In November 2000, the IMF introduced level-based surcharges to discourage excessively large use of credit in the credit tranches, including Stand-By Arrangements, and under the Extended Fund Facility, based on the total amount of credit outstanding. The IMF also imposes surcharges on shorter-term financing under the Supplemental Reserve Facility (SRF) and the Contingent Credit Lines, which vary according to the length of time credit is outstanding. Income derived from surcharges is added to the IMF’s reserves and is not taken into account in determining the net income target for the year.
The IMF pays interest (remuneration) to creditor members on their IMF claims (reserve positions) based on the SDR interest rate. Currently, the basic rate is set at 100 percent of the SDR interest rate (the maximum allowed) but it can be as low as 80 percent. The rates of charge and remuneration are subject to a burden-sharing mechanism that distributes the cost of overdue financial obligations evenly between creditor and debtor members. Thus, the IMF recovers income forgone when charges go unpaid by raising the rate of charge and lowering the rate of remuneration; when member countries settle their overdue charges, it refunds the amounts collected.

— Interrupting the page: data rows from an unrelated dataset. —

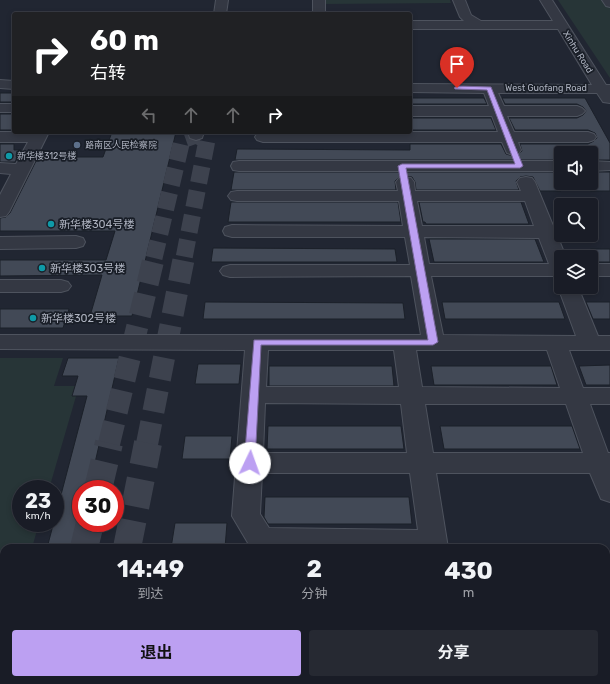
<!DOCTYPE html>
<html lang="zh">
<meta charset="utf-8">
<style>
body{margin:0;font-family:Rubik,"Noto Sans SC",sans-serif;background:#262932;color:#f1f3f6;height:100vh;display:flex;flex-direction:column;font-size:15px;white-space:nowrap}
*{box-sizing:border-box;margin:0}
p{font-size:13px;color:#9fa1a7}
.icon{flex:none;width:22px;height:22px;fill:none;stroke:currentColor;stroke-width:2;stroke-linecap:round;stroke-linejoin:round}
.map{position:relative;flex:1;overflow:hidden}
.details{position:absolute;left:0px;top:544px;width:610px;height:140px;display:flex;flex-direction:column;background:#191c26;border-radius:12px 12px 0 0;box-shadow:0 2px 6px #0003,0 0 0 1px #373a43}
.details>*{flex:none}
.top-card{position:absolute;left:12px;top:12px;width:400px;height:122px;border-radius:4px;box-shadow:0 2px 6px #0003,0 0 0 1px #373a43;background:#202124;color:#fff;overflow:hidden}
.buttons{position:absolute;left:554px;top:146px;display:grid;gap:8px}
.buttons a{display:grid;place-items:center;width:44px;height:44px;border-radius:4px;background:#191c26;box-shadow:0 2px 6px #0003,0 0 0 1px #373a43;font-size:20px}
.speed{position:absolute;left:12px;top:480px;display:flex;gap:8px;font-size:20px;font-weight:700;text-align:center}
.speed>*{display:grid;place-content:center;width:52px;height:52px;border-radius:50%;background:#191c26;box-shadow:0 2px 6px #0003,0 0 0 1px #373a43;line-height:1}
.speed small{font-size:10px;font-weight:400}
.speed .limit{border:6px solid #d22;background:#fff;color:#111}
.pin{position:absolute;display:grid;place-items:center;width:34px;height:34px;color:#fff;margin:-41px -17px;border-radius:50% 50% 50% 0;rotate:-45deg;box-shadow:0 0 4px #0007}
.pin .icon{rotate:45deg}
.me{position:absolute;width:44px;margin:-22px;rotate:3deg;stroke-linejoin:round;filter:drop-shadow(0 0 3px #0008)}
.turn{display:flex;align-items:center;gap:14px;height:84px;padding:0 12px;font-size:18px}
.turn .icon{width:52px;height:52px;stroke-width:2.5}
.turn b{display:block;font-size:28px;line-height:34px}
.lanes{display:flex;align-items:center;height:38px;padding:0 12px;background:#0003;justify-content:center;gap:20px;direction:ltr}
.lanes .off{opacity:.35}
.eta{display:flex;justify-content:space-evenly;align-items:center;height:68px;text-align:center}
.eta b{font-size:24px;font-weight:700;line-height:28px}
.cta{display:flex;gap:8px;margin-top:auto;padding:8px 12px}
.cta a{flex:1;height:46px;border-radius:4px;background:#bca0f2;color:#111;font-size:16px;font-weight:700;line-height:46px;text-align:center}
.cta a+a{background:#262932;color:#f1f3f6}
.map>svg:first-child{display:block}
</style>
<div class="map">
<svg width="610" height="684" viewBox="0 0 610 684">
<rect width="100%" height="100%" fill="#212632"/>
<!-- green -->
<g fill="#273537">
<path d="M324,0H450L451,3L325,4Z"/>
<path d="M558,0H610V78Z"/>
<path d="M0,358H63L54,386H79L49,489H21V523H39L32,548H4V642L0,656Z"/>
</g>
<!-- building -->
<g fill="#424956" stroke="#1b2029">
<rect x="0" y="93" width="14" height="9"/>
<path d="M410,98H484L487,104H410Z"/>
<path d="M502,98H585L610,143V160H591V153H561V160H235L237,149L410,150V144H501L506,154L513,156L519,154L522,151L520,144H588L594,141L597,138L595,133L588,130H515L509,118H577L583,115L586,111L583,107L577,104H505Z"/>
<rect x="0" y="114" width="14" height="16"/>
<path d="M410,118H491L496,130H410Z"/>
<path d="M112,132H176L132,316H90L102,275L0,276V260H106L115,231H0V218L6,217L10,213L38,157H103Z"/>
<path d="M0,144H14V150H21L15,162H0Z"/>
<path d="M234,172H561V191H540L533,177L526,176L520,177L516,181L519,190H416L415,182L412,177L405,176L399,177L395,181L396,190H231Z"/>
<rect x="591" y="172" width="19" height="19"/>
<path d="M231,202H398L401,222H228Z"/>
<path d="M419,202H521L529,224H426L425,222H423Z"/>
<path d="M429,239H535L544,262H434Z"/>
<path d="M213,248L395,249L397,262H211Z"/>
<rect x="591" y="249" width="19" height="13"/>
<path d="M205,302L403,303L405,319H203Z"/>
<path d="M442,302H559L565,319H445Z"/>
<path d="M586,302H610V319H593Z"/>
<path d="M0,309H69L63,328H0Z"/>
<path d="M68,358H119L89,489H81V522L75,548H47L87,396H72L78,376H62Z"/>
<path d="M198,364H241L239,384H195Z"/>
<path d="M610,365V385H586L579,366Z"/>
<path d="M269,366H392L394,386H269Z"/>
<path d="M431,366H551L557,385H434Z"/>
<path d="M268,426H401L404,449H267Z"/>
<path d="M440,426H572L580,449H444Z"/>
<path d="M185,436H232L230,459H182Z"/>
<path d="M265,497H409L412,524H268L264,517Z"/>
<path d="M175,523H227L225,548H171Z"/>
</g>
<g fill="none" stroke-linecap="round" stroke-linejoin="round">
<!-- minor-tunnel-far2 -->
<path stroke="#3d424e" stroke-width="17" stroke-dasharray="17 8" stroke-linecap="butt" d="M154,258L182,140L196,135L207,140L184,258"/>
<!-- minor-tunnel-far1 -->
<g stroke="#3d424e" stroke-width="22" stroke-dasharray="22 11" stroke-linecap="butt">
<path d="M109,444L154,257"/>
<path d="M147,444L184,257"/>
</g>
<!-- minor-tunnel -->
<g stroke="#3d424e" stroke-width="28" stroke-dasharray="28 14" stroke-linecap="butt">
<path d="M98,489L109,443"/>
<path d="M84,548L90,523"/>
<path d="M127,548L148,443"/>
<path d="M52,684L53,680"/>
<path d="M100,684L101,680"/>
</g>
<!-- minor casing -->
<g stroke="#4e535e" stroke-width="2">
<g id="minor">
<path d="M216,0H228L226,14H214Z"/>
<rect x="313" y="0" width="12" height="14"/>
<path d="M453,0H465L471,15L481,21H553L540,0H552L606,85H610V103L603,102L597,93H498L504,106H577L582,108L585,111L582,114L577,116H507L514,132H588L594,134L596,137L594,140L588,142H518L521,150L519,153L513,155L507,153L502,142H263L257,140L255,137L257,134L263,132H498L492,116H410V106H489L484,93L410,92V84L592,85L558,29H410V21H464L460,17Z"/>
<path d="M602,0H610V7L606,6Z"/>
<path d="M0,80L14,81V89L0,88Z"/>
<rect x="0" y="104" width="14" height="8"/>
<path d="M0,132H49L9,212L6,216L0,217V195L11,174L0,173V163L16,164L28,142H0Z"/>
<path d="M188,132H204L202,138L196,140L190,138Z"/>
<path d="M239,161H561V171H239L233,170L231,166L233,162Z"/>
<path d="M591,161L610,162V170L591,171Z"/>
<path d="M405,177L411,178L414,182L415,191H521L517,182L520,178L526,177L532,178L535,182L566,257H561V276H431L443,335L576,336L558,287L561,283V287H578L598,336H610V350H569L583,388H610V404H590L608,453H610V502L601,499L590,473H436L448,548H251L232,516L245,350L0,349V335H421L411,276L230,277L223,275L220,271L223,267L230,265H410L405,237H232L225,235L223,231L225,227L232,225L403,226L399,201H237L231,200L228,196L231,192L237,191H398L396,182L399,178ZM417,201H525L534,226H422ZM424,237L539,238L549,264H429ZM268,350H394L399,387H266ZM416,350H547L560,388L422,387ZM265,403L401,404L407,453H263ZM425,404H566L583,453H433ZM262,473H410L418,530L269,528L260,514Z"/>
<path d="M76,236L83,238L85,242L83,246L76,248L0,249V237Z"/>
<rect x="591" y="264" width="19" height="12"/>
<path d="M0,280H61L68,282L71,286L68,290L61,292H0Z"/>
<rect x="606" y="606" width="4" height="28"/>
<rect x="331" y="680" width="32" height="4"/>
</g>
</g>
<!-- minor -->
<use href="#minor" fill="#343843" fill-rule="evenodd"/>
</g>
<!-- route -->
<path fill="#bca0f2" stroke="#7a689d" d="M457,86L491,87L523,166L520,168H406L438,342L433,345H261L255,463L253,466H246L244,463L254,340H428L398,166L402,164H515L487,90L455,89L454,88Z"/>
<!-- markers -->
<circle fill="#5c6f8a" stroke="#191e27" stroke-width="1.5" cx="77" cy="145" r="4"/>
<g fill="#0f9aa8" stroke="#191e27" stroke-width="1.5">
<circle cx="9" cy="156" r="4"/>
<circle cx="51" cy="224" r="4"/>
<circle cx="42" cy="268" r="4"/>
<circle cx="33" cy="318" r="4"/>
</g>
<g text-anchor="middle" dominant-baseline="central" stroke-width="3.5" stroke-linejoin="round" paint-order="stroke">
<!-- far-street labels -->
<g font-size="9" fill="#aeb3c0" stroke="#191e27">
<text transform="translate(578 52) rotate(58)">Xinhu Road</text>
<text x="546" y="88">West Guofang Road</text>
</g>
<!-- far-poi labels -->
<g font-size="9" fill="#aeb3c0" stroke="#191e27" text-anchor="start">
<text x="85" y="145">路南区人民检察院</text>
<text x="17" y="156">新华楼312号楼</text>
</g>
<!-- poi labels -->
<g font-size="11" fill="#aeb3c0" stroke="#191e27" text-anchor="start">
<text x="59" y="224">新华楼304号楼</text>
<text x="50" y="268">新华楼303号楼</text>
<text x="41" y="318">新华楼302号楼</text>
</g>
</g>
</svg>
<div class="buttons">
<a><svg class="icon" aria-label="sound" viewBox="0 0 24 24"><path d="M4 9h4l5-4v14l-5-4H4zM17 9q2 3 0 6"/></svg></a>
<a><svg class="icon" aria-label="search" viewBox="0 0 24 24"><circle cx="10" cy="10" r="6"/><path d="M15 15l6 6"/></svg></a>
<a><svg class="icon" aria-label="layers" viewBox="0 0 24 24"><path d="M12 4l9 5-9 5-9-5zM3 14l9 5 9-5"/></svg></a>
</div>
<div class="speed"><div>23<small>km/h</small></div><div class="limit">30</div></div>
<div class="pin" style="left:457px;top:88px;background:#d93025"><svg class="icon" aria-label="arrive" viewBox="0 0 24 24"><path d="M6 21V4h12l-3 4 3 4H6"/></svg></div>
<svg class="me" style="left:250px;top:463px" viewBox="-20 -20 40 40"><circle r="19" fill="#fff"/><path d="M0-13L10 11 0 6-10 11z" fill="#bca0f2"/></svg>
<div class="top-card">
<div class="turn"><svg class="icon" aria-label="right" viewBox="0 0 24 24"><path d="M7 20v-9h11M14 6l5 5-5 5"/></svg><div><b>60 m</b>右转</div></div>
<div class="lanes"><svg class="icon off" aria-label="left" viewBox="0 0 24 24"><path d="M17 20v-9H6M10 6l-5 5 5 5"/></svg><svg class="icon off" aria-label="ahead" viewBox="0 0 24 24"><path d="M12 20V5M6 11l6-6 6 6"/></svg><svg class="icon off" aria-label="ahead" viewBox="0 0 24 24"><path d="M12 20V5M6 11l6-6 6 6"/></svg><svg class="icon" aria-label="right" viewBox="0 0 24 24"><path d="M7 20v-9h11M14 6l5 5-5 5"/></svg></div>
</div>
<section class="details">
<div class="eta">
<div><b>14:49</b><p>到达</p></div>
<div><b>2</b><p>分钟</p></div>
<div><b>430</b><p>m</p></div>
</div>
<div class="cta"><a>退出</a><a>分享</a></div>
</section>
</div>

The Executive Board set the basic rate of charge on the use of IMF resources for financial year 2001 at 115.9 percent of the SDR interest rate to achieve the agreed income target. The IMF’s net income in financial year 2001 totaled SDR 175 million, which included SDR 119 million derived from earnings on net pension assets and SDR 9 million net income from the SRF. As agreed at the beginning of the financial year, SDR 42 million of net income in excess of the income target was refunded to members that paid charges during financial year 2001, effectively reducing the basic rate of charge to 113.7 percent of the SDR interest rate. Following that retroactive reduction in charges, SDR 175 million was added to the IMF’s reserves—SDR 9 million of SRF net income to the General Reserve and the remainder to the Special Reserve. Total reserves rose to SDR 3.3 billion as of April 30, 2001, from SDR 3.1 billion a year earlier.
For fiscal year 2002, the basic rate of charge was set at 117.6 percent of the SDR interest rate.
Financial transactions plan
The financial transactions plan is relevant only for financial assistance from the General Resources Account (GRA). GRA resources are not lent; rather they are “purchased” by the member. The IMF provides financial assistance to members either by making available reserve assets from its holdings or by having financially strong countries exchange the IMF’s holdings of their currencies for usable currencies. Financially strong members are selected by the Executive Board on the basis of an assessment of their economic situation, taking into account, among other things, recent and prospective developments in their balance of payments and reserves, trends in their exchange rates, and the size and maturities of their external debt obligations.
The amounts that these members transfer and receive are managed to ensure that the members’ creditor positions in the IMF remain broadly the same in relation to their respective quotas. This is achieved in the framework of an indicative quarterly plan for financial transactions. As of April 30, 2001, 39 members were included in the financing plan. The IMF publishes on its website the outcome of the financial transactions plan for the quarterly period ending three months prior to publication.